Michael Rapp, Eneldo Loza Mencía, Johannes Fürnkranz Vu-Linh Nguyen and Eyke Hüllermeier. Learning Gradient Boosted Multi-label Classification Rules. In: Proceedings of the European Conference on Machine Learning and Knowledge Discovery in Databases (ECML-PKDD), 2020, Springer.

If you use the algorithm in a scientific publication, we would appreciate citations to the mentioned paper. An overview of publications that are concerned with the BOOMER algorithm, together with information on how to cite them, can be found in the section References of the documentation.

Functionalities

The algorithm that is provided by this project currently supports the following core functionalities for learning ensembles of boosted classification or regression rules:

  • Decomposable or non-decomposable loss functions can be minimized in expectation.
  • L1 and L2 regularization can be used.
  • Single-output, partial, or complete heads can be used by rules, i.e., they can predict for a single output, a subset of the available outputs, or all of them. Predicting for multiple outputs simultaneously enables to model local dependencies between them.
  • Various strategies for predicting scores, binary labels or probabilities are available, depending on whether a classification or regression model is used.
  • Isotonic regression models can be used to calibrate marginal and joint probabilities predicted by a classification model.
  • Rules can be constructed via a greedy search or a beam search. The latter may help to improve the quality of individual rules.
  • Sampling techniques and stratification methods can be used for learning new rules on a subset of the available training examples, features, or output variables.
  • Shrinkage (a.k.a. the learning rate) can be adjusted for controlling the impact of individual rules on the overall ensemble.
  • Fine-grained control over the specificity/generality of rules is provided via hyper-parameters.
  • Incremental reduced error pruning can be used for removing overly specific conditions from rules and preventing overfitting.
  • Post- and pre-pruning (a.k.a. early stopping) allows to determine the optimal number of rules to be included in an ensemble.
  • Sequential post-optimization may help improving the predictive performance of a model by reconstructing each rule in the context of the other rules.
  • Native support for numerical, ordinal, and nominal features eliminates the need for pre-processing techniques such as one-hot encoding.
  • Handling of missing feature values, i.e., occurrences of NaN in the feature matrix, is implemented by the algorithm.
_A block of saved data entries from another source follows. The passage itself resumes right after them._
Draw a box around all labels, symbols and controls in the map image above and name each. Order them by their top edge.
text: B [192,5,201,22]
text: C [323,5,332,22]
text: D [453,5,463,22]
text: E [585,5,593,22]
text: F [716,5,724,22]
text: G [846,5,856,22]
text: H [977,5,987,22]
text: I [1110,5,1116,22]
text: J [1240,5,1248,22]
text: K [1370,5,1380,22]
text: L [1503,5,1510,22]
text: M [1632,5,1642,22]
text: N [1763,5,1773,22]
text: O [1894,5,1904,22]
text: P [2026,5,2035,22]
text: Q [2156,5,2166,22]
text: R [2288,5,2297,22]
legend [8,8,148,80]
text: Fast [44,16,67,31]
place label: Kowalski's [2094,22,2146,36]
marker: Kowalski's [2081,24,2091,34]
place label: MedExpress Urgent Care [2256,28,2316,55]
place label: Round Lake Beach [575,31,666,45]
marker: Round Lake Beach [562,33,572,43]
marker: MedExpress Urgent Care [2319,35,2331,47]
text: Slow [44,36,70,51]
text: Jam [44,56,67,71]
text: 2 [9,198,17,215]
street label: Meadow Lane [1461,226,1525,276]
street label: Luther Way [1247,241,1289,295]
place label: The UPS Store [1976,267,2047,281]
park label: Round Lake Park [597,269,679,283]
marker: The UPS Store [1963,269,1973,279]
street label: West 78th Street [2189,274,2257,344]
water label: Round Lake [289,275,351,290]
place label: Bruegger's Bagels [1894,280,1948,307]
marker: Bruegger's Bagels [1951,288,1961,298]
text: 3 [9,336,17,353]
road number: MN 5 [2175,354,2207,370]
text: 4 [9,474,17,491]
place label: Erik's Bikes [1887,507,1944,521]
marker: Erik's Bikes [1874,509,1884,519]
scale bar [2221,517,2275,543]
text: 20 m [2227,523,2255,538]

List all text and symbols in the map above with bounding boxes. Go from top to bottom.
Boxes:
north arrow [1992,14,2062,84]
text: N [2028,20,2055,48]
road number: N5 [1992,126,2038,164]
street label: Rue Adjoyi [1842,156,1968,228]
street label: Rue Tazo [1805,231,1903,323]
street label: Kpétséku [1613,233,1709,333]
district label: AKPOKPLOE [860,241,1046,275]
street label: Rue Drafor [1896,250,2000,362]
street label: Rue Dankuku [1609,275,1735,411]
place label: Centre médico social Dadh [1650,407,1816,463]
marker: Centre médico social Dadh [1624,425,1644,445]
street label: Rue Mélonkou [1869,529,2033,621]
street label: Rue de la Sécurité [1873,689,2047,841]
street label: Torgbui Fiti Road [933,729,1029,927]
Runtime and Memory Optimizations

In addition, the following features that may speed up training or reduce the memory footprint are currently implemented:

  • Unsupervised feature binning can be used to speed up the evaluation of a rule's potential conditions when dealing with numerical features.
  • Gradient-based label binning (GBLB) can be used for assigning the labels included in a multi-label classification data set to a limited number of bins. This may speed up training significantly when minimizing a non-decomposable loss function using rules with partial or complete heads.
  • Sparse feature matrices can be used for training and prediction. This may speed up training significantly on some data sets.
  • Sparse ground truth matrices can be used for training. This may reduce the memory footprint in case of large data sets.
  • Sparse prediction matrices can be used for storing predicted labels. This may reduce the memory footprint in case of large data sets.
  • Sparse matrices for storing gradients and Hessians can be used if supported by the loss function. This may speed up training significantly on data sets with many output variables.
  • Multi-threading can be used for parallelizing the evaluation of a rule's potential refinements across several features, updating the gradients and Hessians of individual examples in parallel, or obtaining predictions for several examples in parallel.

Documentation

An extensive user guide, as well as an API documentation for developers, is available at https://mlrl-boomer.readthedocs.io. If you are new to the project, you probably want to read about the following topics:

A collection of benchmark datasets that are compatible with the algorithm are provided in a separate repository.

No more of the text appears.